REQUIREMENT ▸
Across the records below, count the lines that contain "rows" and write down only the count.
Start of Block
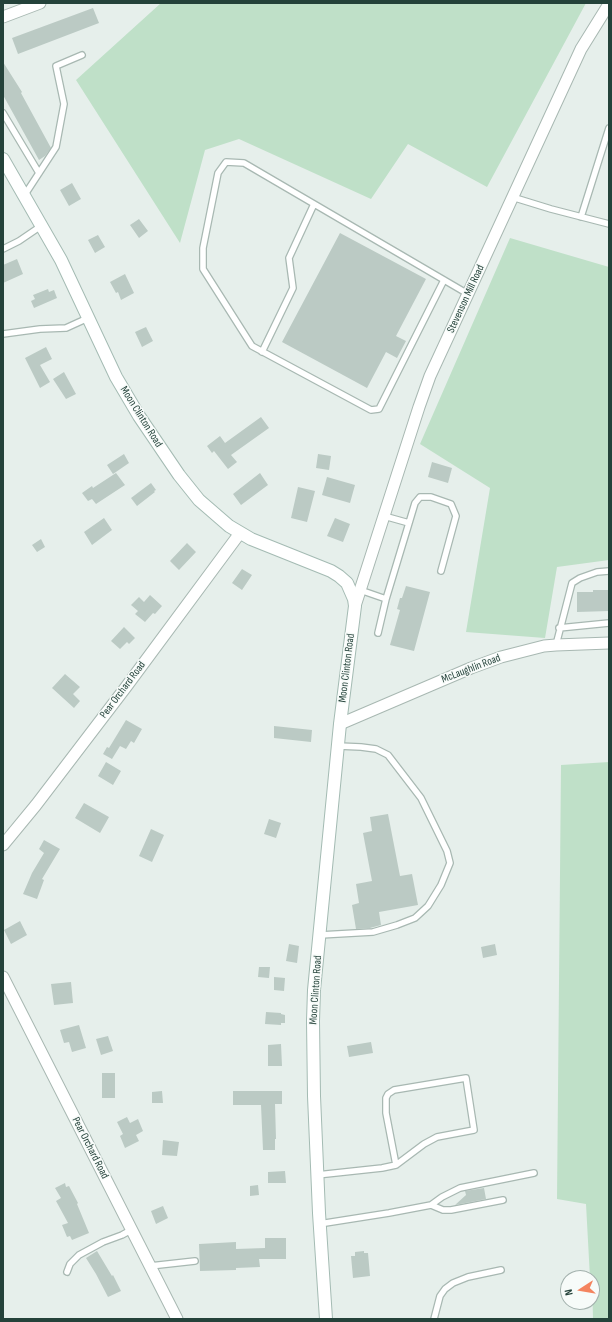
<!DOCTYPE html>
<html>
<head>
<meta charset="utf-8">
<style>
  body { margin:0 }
  #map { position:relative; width:612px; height:1322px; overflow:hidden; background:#e6efeb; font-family:"Sofia Sans Condensed",sans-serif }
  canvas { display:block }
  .frame { position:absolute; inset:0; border:4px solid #24423a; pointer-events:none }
  .north { position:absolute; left:560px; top:1270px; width:40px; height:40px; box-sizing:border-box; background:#f7fbf9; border:1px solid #a3b1ad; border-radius:50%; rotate:258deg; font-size:11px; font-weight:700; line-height:16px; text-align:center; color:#24423a }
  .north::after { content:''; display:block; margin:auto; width:14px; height:18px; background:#f4845f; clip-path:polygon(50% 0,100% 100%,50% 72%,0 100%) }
</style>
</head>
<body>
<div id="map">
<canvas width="612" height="1322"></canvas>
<div class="frame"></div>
<div class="north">N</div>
</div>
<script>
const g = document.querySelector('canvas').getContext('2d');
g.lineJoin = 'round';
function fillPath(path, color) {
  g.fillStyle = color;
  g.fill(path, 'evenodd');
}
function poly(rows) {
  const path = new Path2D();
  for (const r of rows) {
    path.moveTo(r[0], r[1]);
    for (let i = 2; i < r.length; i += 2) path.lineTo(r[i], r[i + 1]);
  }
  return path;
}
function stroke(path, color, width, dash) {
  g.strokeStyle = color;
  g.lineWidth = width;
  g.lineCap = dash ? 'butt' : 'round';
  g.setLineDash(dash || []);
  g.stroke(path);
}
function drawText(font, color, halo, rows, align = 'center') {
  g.font = font + ' "Sofia Sans Condensed",sans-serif';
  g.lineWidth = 3;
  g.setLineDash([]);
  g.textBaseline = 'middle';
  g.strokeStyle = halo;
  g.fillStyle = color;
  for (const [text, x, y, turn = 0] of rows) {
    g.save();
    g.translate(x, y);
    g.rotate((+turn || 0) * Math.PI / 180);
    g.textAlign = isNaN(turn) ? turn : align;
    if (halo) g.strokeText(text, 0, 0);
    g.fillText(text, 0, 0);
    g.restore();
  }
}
fillPath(poly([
  [161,3,586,3,487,187,408,144,371,199,239,139,205,150,180,243,76,80],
  [510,238,609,267,609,560,557,567,545,638,466,632,490,488,420,444],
  [609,762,609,1319,593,1319,592,1278,590,1278,586,1204,557,1199,561,765]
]), '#bfe0c8');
fillPath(poly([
  [93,8,99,23,18,54,12,38],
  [3,62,22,92,21,93,51,148,45,156,39,160,3,95],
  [72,183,81,199,69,206,60,190],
  [139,219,148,231,139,238,130,225],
  [340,233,426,279,396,336,406,341,397,358,386,352,367,388,282,342],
  [98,235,105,247,95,253,88,240],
  [17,259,23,274,3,283,3,265],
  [125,274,134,293,121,300,118,292,116,293,110,282],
  [48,289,49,292,54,290,57,298,34,308,31,301,35,299,33,295],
  [146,327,153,341,142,347,135,332],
  [46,347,52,359,40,365,50,382,40,388,25,358],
  [64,372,76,394,66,399,53,379],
  [261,417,269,428,231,455,237,462,228,469,214,451,212,453,207,446,220,436,225,443],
  [124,454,129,463,113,474,107,465],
  [318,454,331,456,329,470,316,468],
  [432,462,452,468,448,483,428,477],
  [116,473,125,485,96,504,92,499,88,501,82,493,92,486,93,488],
  [260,473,268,485,241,505,233,494],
  [327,477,355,485,350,503,322,495],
  [151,483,156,490,154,491,155,492,137,506,131,498],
  [298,487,315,491,307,522,291,518],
  [104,518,112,530,92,545,84,532],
  [335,518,350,524,343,542,327,536],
  [41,539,45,547,37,552,32,545],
  [187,543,196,552,179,570,170,561],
  [242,569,252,575,242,590,232,583],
  [406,586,430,592,414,651,390,645,400,610,397,609,400,598,402,598],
  [593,590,609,590,609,611,577,612,577,592,593,592],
  [150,595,162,606,155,614,153,613,145,622,135,614,138,611,131,605,139,597,144,602],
  [124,627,135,638,129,644,127,642,120,649,111,641],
  [65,674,80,687,73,694,80,701,74,708,52,688],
  [126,720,142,729,134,743,131,741,126,749,120,746,112,759,103,754,107,747,109,748],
  [274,726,312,730,311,742,274,738],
  [106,762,121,771,113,785,98,776],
  [84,803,109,817,100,833,75,818],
  [388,814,400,876,412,874,418,905,379,912,381,925,370,928,356,929,352,905,359,903,356,884,372,881,363,833,372,831,370,817],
  [269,819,281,823,276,838,264,834],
  [151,829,164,835,152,862,139,856],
  [44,840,60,849,42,879,44,880,37,899,23,894,32,873,44,853,39,849],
  [20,921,27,935,11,944,4,930],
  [289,944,299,946,297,963,286,961],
  [495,944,497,955,483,958,481,947],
  [259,967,270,967,269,978,258,977],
  [274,977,285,978,284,991,274,990],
  [71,982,73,1003,54,1005,51,984],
  [266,1012,281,1013,281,1014,285,1015,285,1023,281,1023,281,1025,265,1024],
  [79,1025,86,1048,72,1052,69,1042,64,1043,60,1030],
  [108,1036,113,1051,101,1055,96,1039],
  [371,1042,373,1053,349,1057,347,1046],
  [281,1044,282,1066,268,1066,268,1045],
  [102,1073,115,1073,115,1098,102,1098],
  [162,1091,163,1103,152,1103,152,1092],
  [233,1091,282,1091,282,1104,275,1104,276,1139,275,1139,275,1150,263,1150,261,1105,233,1105],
  [127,1117,130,1123,138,1119,143,1131,136,1135,139,1141,125,1148,120,1136,123,1134,117,1122],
  [163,1140,179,1142,177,1156,162,1155],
  [285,1171,286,1183,268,1183,268,1172],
  [65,1183,66,1187,69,1186,78,1203,77,1204,89,1233,72,1240,70,1236,67,1237,62,1225,68,1223,56,1201,61,1198,55,1188],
  [258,1185,259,1195,250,1196,250,1186],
  [484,1188,486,1199,455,1205,466,1195,465,1191],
  [163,1206,168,1218,156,1224,151,1211],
  [265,1238,286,1238,286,1259,259,1259,260,1267,236,1268,236,1270,200,1271,199,1244,236,1242,236,1249,265,1248],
  [97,1251,112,1276,113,1275,121,1291,108,1297,96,1274,86,1258],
  [364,1251,364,1253,368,1253,370,1276,353,1278,351,1256,355,1256,355,1252]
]), '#bbcac4');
const lane = poly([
  [3,113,39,173],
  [24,196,56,147,64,104,56,66,82,55],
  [512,197,551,209,609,224],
  [581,217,609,128],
  [3,249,19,241,41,226],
  [444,280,379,409,371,410,252,346,203,269,203,248,218,173,226,162,244,163,468,294],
  [3,334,40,329,66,328,88,318],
  [262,352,293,288,289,258,314,204],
  [384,516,409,523,386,599],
  [409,523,415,503,420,497,431,497,451,504,456,516,441,571],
  [360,590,386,599,378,633],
  [559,628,609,623],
  [556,645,572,583,580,578,597,572,609,571],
  [320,935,373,932,397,925,415,918,428,906,441,885,450,863,447,851,421,798,388,755,376,749,361,747,338,746],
  [317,1175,382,1168,396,1165,424,1144,437,1137,474,1130,466,1078,394,1090,388,1094,386,1098,386,1113,396,1165],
  [431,1205,443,1210,451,1210,503,1200],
  [319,1224,389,1213,431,1205,442,1197,460,1188,534,1173],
  [150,1266,195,1261],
  [67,1272,70,1264,79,1255,103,1242,122,1235,131,1230],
  [434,1319,440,1296,445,1289,453,1283,468,1277,501,1270]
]);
const street = poly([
  [3,17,40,3],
  [355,606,419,407,430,376,581,49,609,4],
  [340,724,471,668,501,657,544,646,556,645,609,643],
  [3,845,36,805,126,687,240,533],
  [3,977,177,1319]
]);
const secondary = poly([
  [3,159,61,260,116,377,139,416,179,475,199,500,229,526,251,539,331,571,339,576,347,583,354,599,355,606,340,724,314,990,313,1021,314,1096,319,1213,326,1319]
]);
stroke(lane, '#a8b8b2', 8);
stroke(street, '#a8b8b2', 13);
stroke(secondary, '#a4bbb3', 14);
stroke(lane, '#fff', 5.5);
stroke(street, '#fff', 11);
stroke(secondary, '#fff', 12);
drawText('11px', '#24423a', '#f7fbf9', [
  ["Stevenson Mill Road",466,299,-65],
  ["Moon Clinton Road",141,417,58],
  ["Moon Clinton Road",347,668,-83],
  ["McLaughlin Road",471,669,-21],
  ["Pear Orchard Road",123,690,-53],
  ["Moon Clinton Road",316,990,-86],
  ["Pear Orchard Road",90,1148,63]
]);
</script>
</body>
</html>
End of Block
TASK RESPONSE ▸
4